Task goal: Look through the data below, and copy each line that carries the word "white".

Provided material:
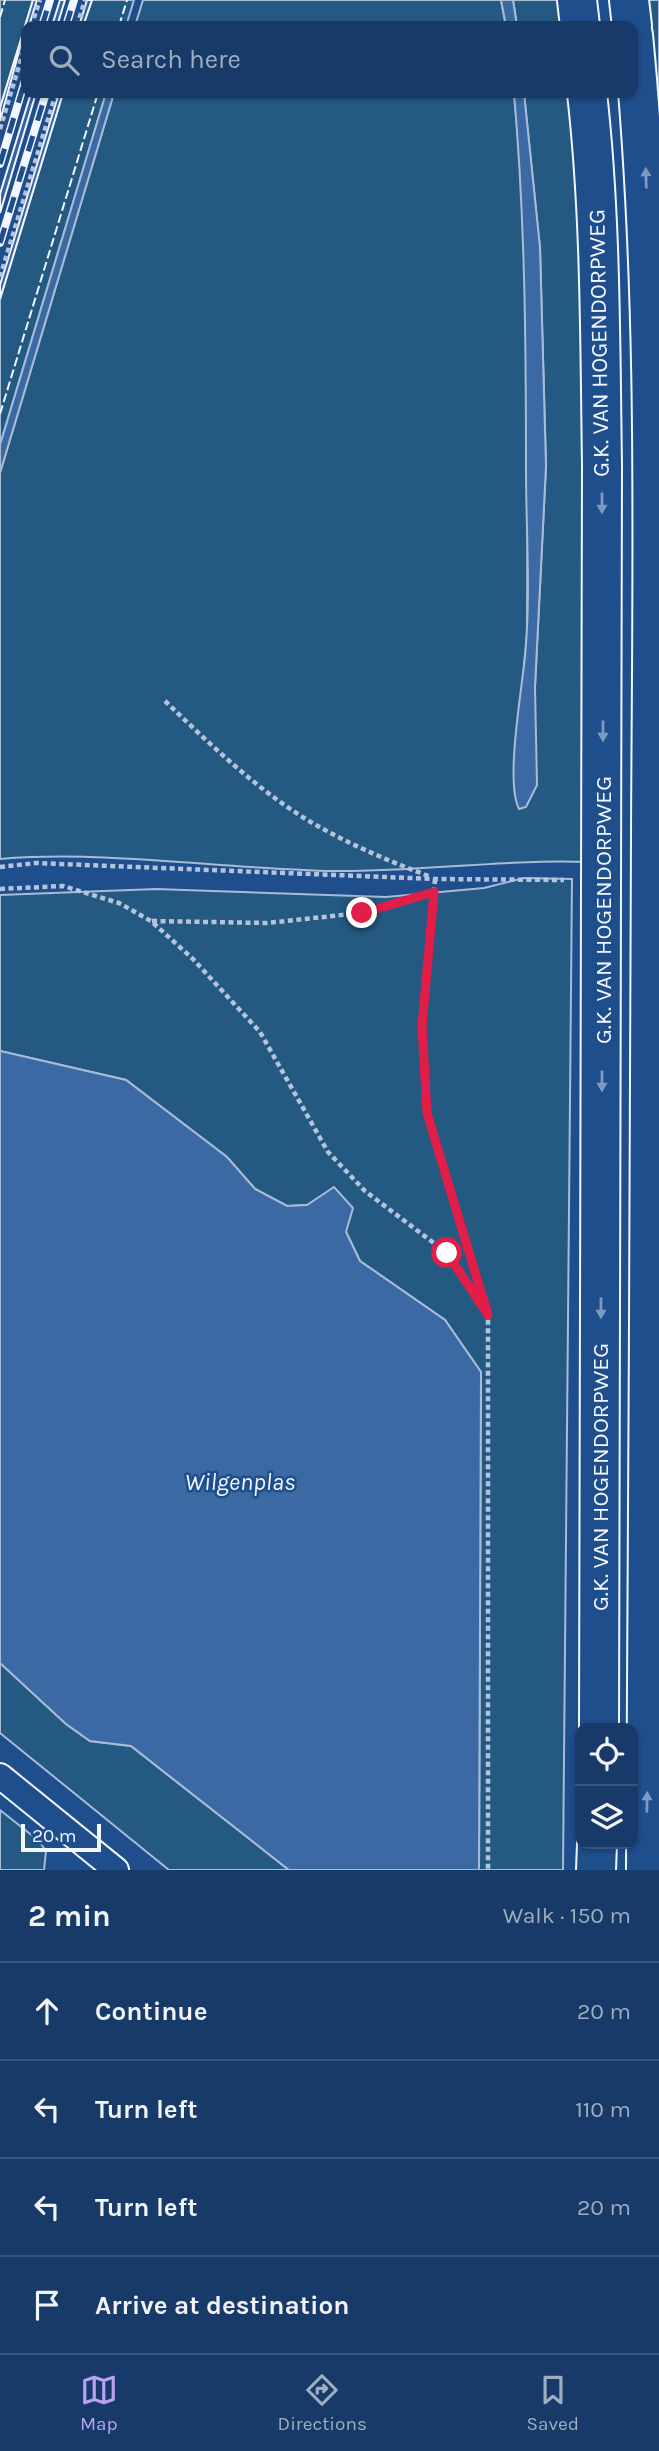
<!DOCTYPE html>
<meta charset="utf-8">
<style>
:root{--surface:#173a69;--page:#20416f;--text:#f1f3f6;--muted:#9eadc0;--line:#36547d;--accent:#bca0f2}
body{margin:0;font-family:Karla,sans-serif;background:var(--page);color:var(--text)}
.controls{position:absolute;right:21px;bottom:21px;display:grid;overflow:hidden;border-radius:14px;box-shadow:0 2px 5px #0004}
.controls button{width:63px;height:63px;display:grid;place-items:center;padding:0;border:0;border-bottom:2px solid var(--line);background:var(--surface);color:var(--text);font:35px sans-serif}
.scale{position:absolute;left:21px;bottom:18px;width:80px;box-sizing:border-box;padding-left:7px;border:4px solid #f2f6ff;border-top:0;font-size:19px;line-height:24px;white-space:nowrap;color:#f2f6ff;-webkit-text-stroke:5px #1f4e8c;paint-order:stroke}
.stop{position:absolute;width:21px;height:21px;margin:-16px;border:5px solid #e11d48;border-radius:50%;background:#fff}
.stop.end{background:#e11d48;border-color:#fff;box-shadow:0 2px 7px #0008}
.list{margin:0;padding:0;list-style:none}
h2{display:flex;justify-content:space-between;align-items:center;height:91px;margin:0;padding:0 28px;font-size:30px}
h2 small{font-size:23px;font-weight:400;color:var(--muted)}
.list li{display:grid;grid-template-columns:46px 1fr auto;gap:21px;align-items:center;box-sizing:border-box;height:98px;padding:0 28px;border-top:2px solid var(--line)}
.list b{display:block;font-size:26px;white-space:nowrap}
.list em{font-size:23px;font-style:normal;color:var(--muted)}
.icon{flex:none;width:38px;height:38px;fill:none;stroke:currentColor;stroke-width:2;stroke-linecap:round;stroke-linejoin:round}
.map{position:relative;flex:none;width:659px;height:1870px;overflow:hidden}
.search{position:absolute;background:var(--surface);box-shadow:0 2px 5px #0004;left:21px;right:21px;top:21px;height:77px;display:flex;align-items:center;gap:18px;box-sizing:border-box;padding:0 24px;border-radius:14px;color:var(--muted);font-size:26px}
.sheet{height:483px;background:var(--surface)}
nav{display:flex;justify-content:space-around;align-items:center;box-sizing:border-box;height:98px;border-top:2px solid var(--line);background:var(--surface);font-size:19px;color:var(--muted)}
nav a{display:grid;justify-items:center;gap:4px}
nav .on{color:var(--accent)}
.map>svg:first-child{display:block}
</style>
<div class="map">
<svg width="659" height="1870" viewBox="0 0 659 1870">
<rect width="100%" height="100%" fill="#1f4e8c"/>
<path fill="#245a82" stroke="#a8bbd7" stroke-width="2" d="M 0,0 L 33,0 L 0,108 Z
M 92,0 L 134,0 L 126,26 L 83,26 Z
M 143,0 L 501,0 L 506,26 L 135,26 Z
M 513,0 L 561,0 L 564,26 L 517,26 Z
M 642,0 L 659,0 L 659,159 Z
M 63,93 L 106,93 L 0,445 L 0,299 Z
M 114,93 L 514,93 L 524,207 L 528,341 L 527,634 L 514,771 L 515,796 L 535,687 L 546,466 L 540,248 L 524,93 L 572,93 L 583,188 L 588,862 C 503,859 419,872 334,871 C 223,869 111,850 0,859 L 0,473 Z
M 524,878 L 572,879 L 563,1870 L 479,1870 L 481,1372 L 445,1320 L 360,1261 L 346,1232 L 307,1205 L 287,1206 L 255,1189 L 227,1157 L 126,1080 L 0,1051 L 0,895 L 156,889 L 386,897 L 484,888 Z
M 0,1663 L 66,1724 L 90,1741 L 131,1746 L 289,1870 L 169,1870 L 0,1733 Z
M 0,1810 L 39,1841 L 46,1851 L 44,1870 L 0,1870 Z"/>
<path fill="#3b69a3" stroke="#a8bbd7" stroke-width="2" d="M 501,0 L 513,0 L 517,26 L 506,26 Z
M 106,93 L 114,93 L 0,473 L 0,445 Z
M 514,93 L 524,93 L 540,248 L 546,466 L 535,687 L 537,785 L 526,807 L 519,809 C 505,781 522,690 525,656 C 531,594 526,531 526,470 C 526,343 525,219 514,93 Z
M 0,1051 L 126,1080 L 227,1157 L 255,1189 L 287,1206 L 307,1205 L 334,1187 L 353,1208 L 346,1232 L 360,1261 L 445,1320 L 481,1372 L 479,1870 L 289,1870 L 131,1746 L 90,1741 L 66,1724 L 0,1663 Z"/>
<path fill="#3563a3" stroke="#f2f6ff" stroke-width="2" d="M 33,0 L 37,0 L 29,26 L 26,26 L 0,121 L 0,108 Z
M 60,0 L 65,0 L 57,26 L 52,26 Z
M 87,0 L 92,0 L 83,26 L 79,26 Z
M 31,93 L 36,93 L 0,213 L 0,194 Z
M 59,93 L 63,93 L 0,299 L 0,285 Z"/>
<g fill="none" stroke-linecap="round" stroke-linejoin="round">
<defs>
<path id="minor" d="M 0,1776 L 116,1870"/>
<path id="primary" d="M 577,0 L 580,26
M 629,0 L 632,26
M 633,35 C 659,301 652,570 651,837 C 649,1181 649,1526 646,1870
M 587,93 C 601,216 600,341 602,465 L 599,1728
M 596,1870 L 597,1844"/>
</defs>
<use href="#minor" stroke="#f2f6ff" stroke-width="28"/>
<use href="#primary" stroke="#f2f6ff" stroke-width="42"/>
<path stroke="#b3c4dc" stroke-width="4.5" stroke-dasharray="5 3.5" stroke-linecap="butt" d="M 31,26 L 40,0
M 77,26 L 85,0
M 0,129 L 26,43
M 0,277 L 56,93
M 165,701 C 210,744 256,789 309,821 C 348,844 389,861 431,877
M 0,867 L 36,863 L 435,879 L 564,880
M 435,879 L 422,1026 L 427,1113 L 488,1315 L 488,1870
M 0,889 L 63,886 L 119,903 L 151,921 L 193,959 L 260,1032 L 328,1152 L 365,1191 L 447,1253 L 486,1311
M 152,921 L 267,923 L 361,913 L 434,892"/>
<use href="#minor" stroke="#1f4e8c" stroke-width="24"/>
<use href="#primary" stroke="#1f4e8c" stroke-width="38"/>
<defs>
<path id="rail" d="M 42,26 L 50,0
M 66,26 L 74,0
M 0,164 L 26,77
M 0,243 L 46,93"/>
</defs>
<use href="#rail" stroke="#f2f6ff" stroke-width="8"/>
<use href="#rail" stroke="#1f4e8c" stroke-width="5" stroke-dasharray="16" stroke-linecap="butt"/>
<path stroke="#f2f6ff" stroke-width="2" stroke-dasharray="9 3.5" stroke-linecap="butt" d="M 0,17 L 5,0
M 119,26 L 127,0
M 0,414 L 98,93"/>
</g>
<defs><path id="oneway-solid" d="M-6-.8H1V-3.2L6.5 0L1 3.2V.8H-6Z" transform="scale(1.75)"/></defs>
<g fill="#7e9ac0">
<use href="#oneway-solid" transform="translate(646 178) rotate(-92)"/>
<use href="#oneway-solid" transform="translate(602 503) rotate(90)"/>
<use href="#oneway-solid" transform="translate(603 731) rotate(90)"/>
<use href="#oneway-solid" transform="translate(602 1081) rotate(90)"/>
<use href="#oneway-solid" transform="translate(601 1308) rotate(90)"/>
<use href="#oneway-solid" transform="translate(647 1802) rotate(-89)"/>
</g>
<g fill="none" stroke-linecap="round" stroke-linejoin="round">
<path stroke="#e11d48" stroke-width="9" d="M 362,913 L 434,892 L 422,1026 L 427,1113 L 488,1315 L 447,1253"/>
</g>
<g text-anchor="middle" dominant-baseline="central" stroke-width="5" stroke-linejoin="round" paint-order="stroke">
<g font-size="23" fill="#f2f6ff" stroke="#1f4e8c">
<text transform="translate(599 343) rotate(-91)">G.K. VAN HOGENDORPWEG</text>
<text transform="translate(603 910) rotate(-90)">G.K. VAN HOGENDORPWEG</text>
<text transform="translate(600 1477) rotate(-90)">G.K. VAN HOGENDORPWEG</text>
</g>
<g font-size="24" font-style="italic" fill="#f2f6ff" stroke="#1f4e8c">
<text x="240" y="1482">Wilgenplas</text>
</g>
</g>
</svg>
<div class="controls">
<button><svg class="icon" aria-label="locate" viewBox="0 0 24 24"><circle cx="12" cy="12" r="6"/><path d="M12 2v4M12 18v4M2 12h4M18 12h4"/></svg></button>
<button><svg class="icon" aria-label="layers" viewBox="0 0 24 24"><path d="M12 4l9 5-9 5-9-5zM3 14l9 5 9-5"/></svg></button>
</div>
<div class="scale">20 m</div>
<div class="stop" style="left:447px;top:1253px"></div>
<div class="stop end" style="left:362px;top:913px"></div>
<div class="search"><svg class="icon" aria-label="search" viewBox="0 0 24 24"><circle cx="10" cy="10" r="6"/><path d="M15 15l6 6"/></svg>Search here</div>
</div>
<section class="sheet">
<h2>2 min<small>Walk · 150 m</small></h2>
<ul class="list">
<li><svg class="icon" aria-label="ahead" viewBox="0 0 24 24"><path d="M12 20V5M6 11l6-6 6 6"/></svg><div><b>Continue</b></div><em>20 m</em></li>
<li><svg class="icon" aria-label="left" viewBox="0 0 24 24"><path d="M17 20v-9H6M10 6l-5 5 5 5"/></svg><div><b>Turn left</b></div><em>110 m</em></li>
<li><svg class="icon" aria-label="left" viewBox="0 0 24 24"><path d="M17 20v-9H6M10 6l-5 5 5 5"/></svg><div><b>Turn left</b></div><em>20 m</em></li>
<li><svg class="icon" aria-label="arrive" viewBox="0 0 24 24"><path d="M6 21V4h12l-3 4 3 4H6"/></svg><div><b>Arrive at destination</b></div></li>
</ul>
</section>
<nav>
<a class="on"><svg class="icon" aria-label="map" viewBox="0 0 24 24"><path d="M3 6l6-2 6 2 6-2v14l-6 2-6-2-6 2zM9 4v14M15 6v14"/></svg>Map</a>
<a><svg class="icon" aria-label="directions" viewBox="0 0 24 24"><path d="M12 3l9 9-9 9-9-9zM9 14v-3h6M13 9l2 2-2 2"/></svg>Directions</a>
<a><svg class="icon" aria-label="saved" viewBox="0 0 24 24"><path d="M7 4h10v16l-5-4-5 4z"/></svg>Saved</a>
</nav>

Exercise solution:
.scale{position:absolute;left:21px;bottom:18px;width:80px;box-sizing:border-box;padding-left:7px;border:4px solid #f2f6ff;border-top:0;font-size:19px;line-height:24px;white-space:nowrap;color:#f2f6ff;-webkit-text-stroke:5px #1f4e8c;paint-order:stroke}
.list b{display:block;font-size:26px;white-space:nowrap}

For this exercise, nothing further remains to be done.